The Sentimentalizer is a machine learning project that performs sentiment analysis on text data, classifying inputs as positive, negative, or neutral.
Originally developed for a hackathon, the project demonstrates how natural language processing (NLP) and classical machine-learning models can be combined to build a fast, interpretable sentiment classifier.
This project includes a notebook showing the full workflow:
data loading → text preprocessing → vectorization → model training → evaluation → real-time predictions.
- End-to-end sentiment analysis pipeline
- Text cleaning & preprocessing (tokenization, stopwords, lemmatization)
- Feature extraction using TF-IDF
- Multiple sentiment classifiers tested, including:
- Logistic Regression
- Naive Bayes
- Support Vector Machine (SVM)
- Model comparison & evaluation metrics included
- Real-time sentiment prediction examples
- Cleaned dataset (
save.csv) included for reproducibility
Text entries are imported from the dataset and undergo preprocessing:
- Lowercasing
- Removing punctuation & special characters
- Tokenization
- Stopword removal
- Lemmatization/stemming
This ensures cleaner, more consistent input for the models.
The preprocessed text is vectorized using TF-IDF, which transforms raw text into numerical feature vectors based on word frequency and importance.
Several classical NLP models are trained and evaluated:
- Logistic Regression
- Multinomial Naive Bayes
- Linear SVM
Models are scored using:
- Accuracy
- Precision
- Recall
- F1 Score
- Confusion Matrix
The notebook includes complete comparisons to help determine the best-performing classifier.
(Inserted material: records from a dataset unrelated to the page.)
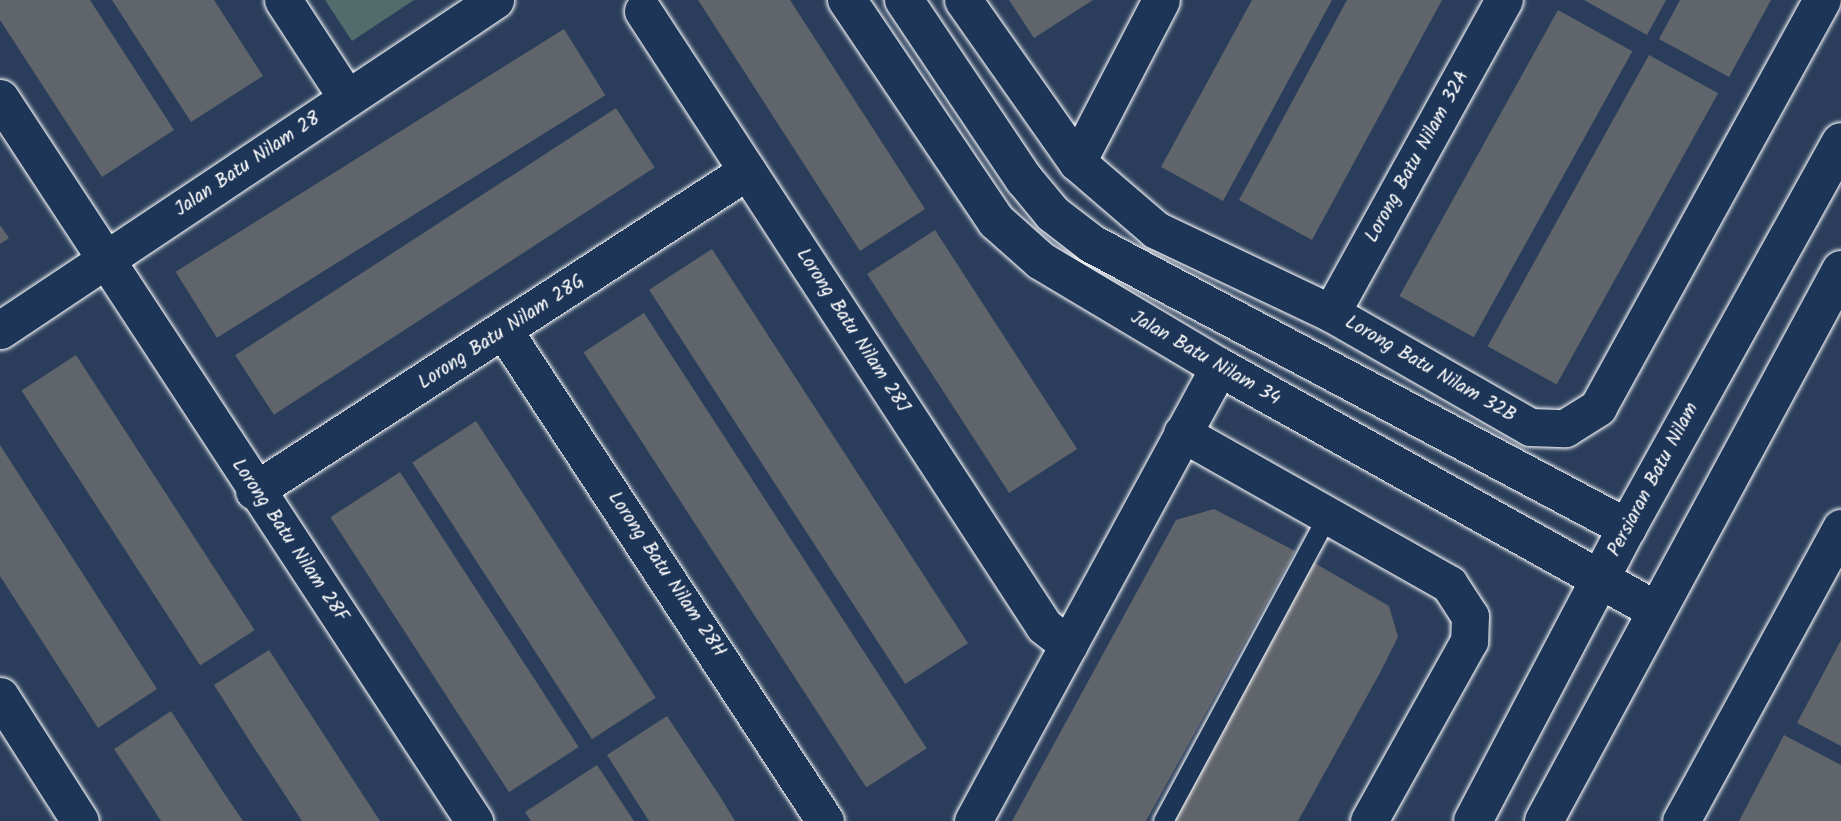 <!DOCTYPE html>
<html>
<head>
<meta charset="utf-8">
<style>
  body { margin:0 }
  #map { position:relative; width:1841px; height:821px; overflow:hidden; background:#2a3e5b; font-family:Kalam,sans-serif }
  div>[style] { position:absolute }
  [style*='--x'] { left:calc(var(--x)*1px); top:calc(var(--y)*1px); width:calc(var(--w)*1px); rotate:calc(var(--a)*1deg) }
  .green>* { inset:0; background:#506d6b }
  .building>* { inset:0; background:#60646b; transform-origin:0 0 }
  .roads { filter:drop-shadow(0 0 2px #fff) drop-shadow(0 0 2px #fff) }
  .service>* { height:19px; margin:-9.5px; padding:0 9.5px; transform-origin:9.5px; border-radius:9.5px; background:#1d3557 }
  .minor>* { height:37px; margin:-18.5px; padding:0 18.5px; transform-origin:18.5px; border-radius:18.5px; background:#1d3557 }
  .tertiary>* { height:38px; margin:-19px; padding:0 19px; transform-origin:19px; border-radius:19px; background:#1d3557 }
  .secondary>* { height:38px; margin:-19px; padding:0 19px; transform-origin:19px; border-radius:19px; background:#1d3557 }
  span { translate:-50% -50%; white-space:nowrap; text-align:center; line-height:1.15; -webkit-text-stroke:5px #1d3557; paint-order:stroke }
  .street-label { font-size:19px; color:#fff }
</style>
</head>
<body>
<div id="map">
  <div class="green">
    <i style="clip-path:polygon(325px 0,414px 0,352px 41px)"></i>
  </div>
  <div class="building">
    <i style="clip-path:polygon(0 0,90px 0,174px 130px,102px 177px,0 20px)"></i>
    <i style="clip-path:polygon(112px 0,214px 0,263px 76px,191px 122px)"></i>
    <i style="clip-path:polygon(698px 0,790px 0,925px 209px,860px 251px)"></i>
    <i style="clip-path:polygon(1009px 0,1093px 0,1034px 38px)"></i>
    <i style="clip-path:polygon(1252px 0,1332px 0,1223px 201px,1161px 167px)"></i>
    <i style="clip-path:polygon(1347px 0,1442px 0,1312px 240px,1239px 200px)"></i>
    <i style="clip-path:polygon(1584px 0,1666px 0,1647px 35px)"></i>
    <i style="clip-path:polygon(1680px 0,1771px 0,1729px 77px,1659px 39px)"></i>
    <i style="left:1558px;top:10px;width:85px;height:327px;rotate:29deg"></i>
    <i style="left:564px;top:29px;width:78px;height:458px;rotate:58deg"></i>
    <i style="left:1649px;top:55px;width:79px;height:333px;rotate:29deg"></i>
    <i style="left:616px;top:108px;width:71px;height:454px;rotate:57deg"></i>
    <i style="clip-path:polygon(0 225px,9px 238px,0 244px)"></i>
    <i style="left:935px;top:230px;width:261px;height:81px;rotate:57deg"></i>
    <i style="left:712px;top:249px;width:470px;height:75px;rotate:57deg"></i>
    <i style="left:644px;top:313px;width:519px;height:72px;rotate:57deg"></i>
    <i style="left:76px;top:355px;width:328px;height:65px;rotate:57deg"></i>
    <i style="left:476px;top:421px;width:330px;height:76px;rotate:57deg"></i>
    <i style="clip-path:polygon(0 445px,157px 689px,98px 728px,0 576px)"></i>
    <i style="left:400px;top:472px;width:328px;height:83px;rotate:57deg"></i>
    <i style="clip-path:polygon(1214px 509px,1295px 551px,1146px 821px,1012px 821px,1176px 520px)"></i>
    <i style="clip-path:polygon(1311px 561px,1389px 606px,1398px 637px,1381px 671px,1298px 821px,1171px 821px)"></i>
    <i style="clip-path:polygon(1841px 640px,1841px 746px,1797px 723px)"></i>
    <i style="clip-path:polygon(269px 650px,339px 758px,380px 821px,302px 821px,249px 740px,214px 685px)"></i>
    <i style="clip-path:polygon(171px 711px,224px 793px,243px 821px,161px 821px,132px 776px,114px 749px)"></i>
    <i style="clip-path:polygon(667px 716px,721px 798px,735px 821px,649px 821px,607px 755px)"></i>
    <i style="clip-path:polygon(1784px 735px,1841px 765px,1841px 821px,1739px 821px)"></i>
    <i style="clip-path:polygon(597px 765px,634px 821px,531px 821px,525px 812px)"></i>
  </div>
  <div class="roads">
    <div class="service">
      <i style="--x:1163;--y:821;--w:349;--a:-61.7"></i>
    </div>
    <div class="minor">
      <i style="--x:283;--y:0;--w:117;--a:56.9"></i>
      <i style="--x:963;--y:0;--w:198;--a:54.9"></i>
      <i style="--x:1077;--y:162;--w:104;--a:40.7"></i>
      <i style="--x:1156;--y:230;--w:194;--a:25.4"></i>
      <i style="--x:1331;--y:313;--w:229;--a:29.8"></i>
      <i style="--x:1530;--y:427;--w:35;--a:2"></i>
      <i style="--x:1565;--y:428;--w:39;--a:-32"></i>
      <i style="--x:1598;--y:407;--w:465;--a:-61.2"></i>
      <i style="--x:643;--y:11;--w:734;--a:56.89"></i>
      <i style="--x:1044;--y:626;--w:31;--a:38"></i>
      <i style="--x:0;--y:98;--w:865;--a:56.75"></i>
      <i style="--x:1077;--y:162;--w:182;--a:-62.6"></i>
      <i style="--x:1331;--y:313;--w:358;--a:-61.1"></i>
      <i style="--x:0;--y:330;--w:595;--a:-33.69"></i>
      <i style="--x:504;--y:331;--w:586;--a:56.77"></i>
      <i style="--x:1182;--y:433;--w:307;--a:29.5"></i>
      <i style="--x:1449;--y:584;--w:38;--a:57"></i>
      <i style="--x:1470;--y:616;--w:25;--a:92"></i>
      <i style="--x:1469;--y:641;--w:206;--a:119.1"></i>
      <i style="--x:254;--y:491;--w:588;--a:-32.99"></i>
      <i style="--x:0;--y:696;--w:148;--a:57.4"></i>
      <i style="--x:973;--y:821;--w:516;--a:-61.55"></i>
      <i style="--x:1681;--y:821;--w:334;--a:-61.4"></i>
    </div>
    <div class="tertiary">
      <i style="--x:847;--y:0;--w:267;--a:56"></i>
      <i style="--x:996;--y:221;--w:60;--a:41.6"></i>
      <i style="--x:1041;--y:261;--w:207;--a:30.8"></i>
      <i style="--x:1219;--y:367;--w:501;--a:29.12"></i>
      <i style="--x:904;--y:0;--w:216;--a:56.2"></i>
      <i style="--x:1024;--y:179;--w:45;--a:50.4"></i>
      <i style="--x:1053;--y:214;--w:49;--a:37.6"></i>
      <i style="--x:1092;--y:244;--w:606;--a:27.96"></i>
    </div>
    <div class="secondary">
      <i style="--x:1473;--y:821;--w:331;--a:-62.3"></i>
      <i style="--x:1627;--y:528;--w:441;--a:-61"></i>
      <i style="--x:1544;--y:821;--w:626;--a:-61.67"></i>
    </div>
  </div>
  <div class="street-label">
    <span style="left:1418px;top:157px;rotate:-61deg">Lorong Batu Nilam 32A</span>
    <span style="left:248px;top:165px;rotate:-34deg">Jalan Batu Nilam 28</span>
    <span style="left:852px;top:331px;rotate:57deg">Lorong Batu Nilam 28J</span>
    <span style="left:502px;top:333px;rotate:-33deg">Lorong Batu Nilam 28G</span>
    <span style="left:1205px;top:359px;rotate:30deg">Jalan Batu Nilam 34</span>
    <span style="left:1430px;top:370px;rotate:30deg">Lorong Batu Nilam 32B</span>
    <span style="left:1654px;top:480px;rotate:-62deg">Persiaran Batu Nilam</span>
    <span style="left:289px;top:541px;rotate:56deg">Lorong Batu Nilam 28F</span>
    <span style="left:666px;top:575px;rotate:56deg">Lorong Batu Nilam 28H</span>
  </div>
</div>
</body>
</html>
Once trained, the model can classify any text input, e.g.: "That movie was surprisingly good!" → Positive "I expected better, it was disappointing." → Negative "It's okay, nothing special." → Neutral
The notebook includes multiple real-world examples.
While results depend on the dataset used, typical performance from the notebook shows:
- TF-IDF + Linear SVM generally performs best
- Logistic Regression performs competitively
- Naive Bayes provides strong speed and baseline accuracy
The project emphasizes interpretability and ease of use rather than deep learning.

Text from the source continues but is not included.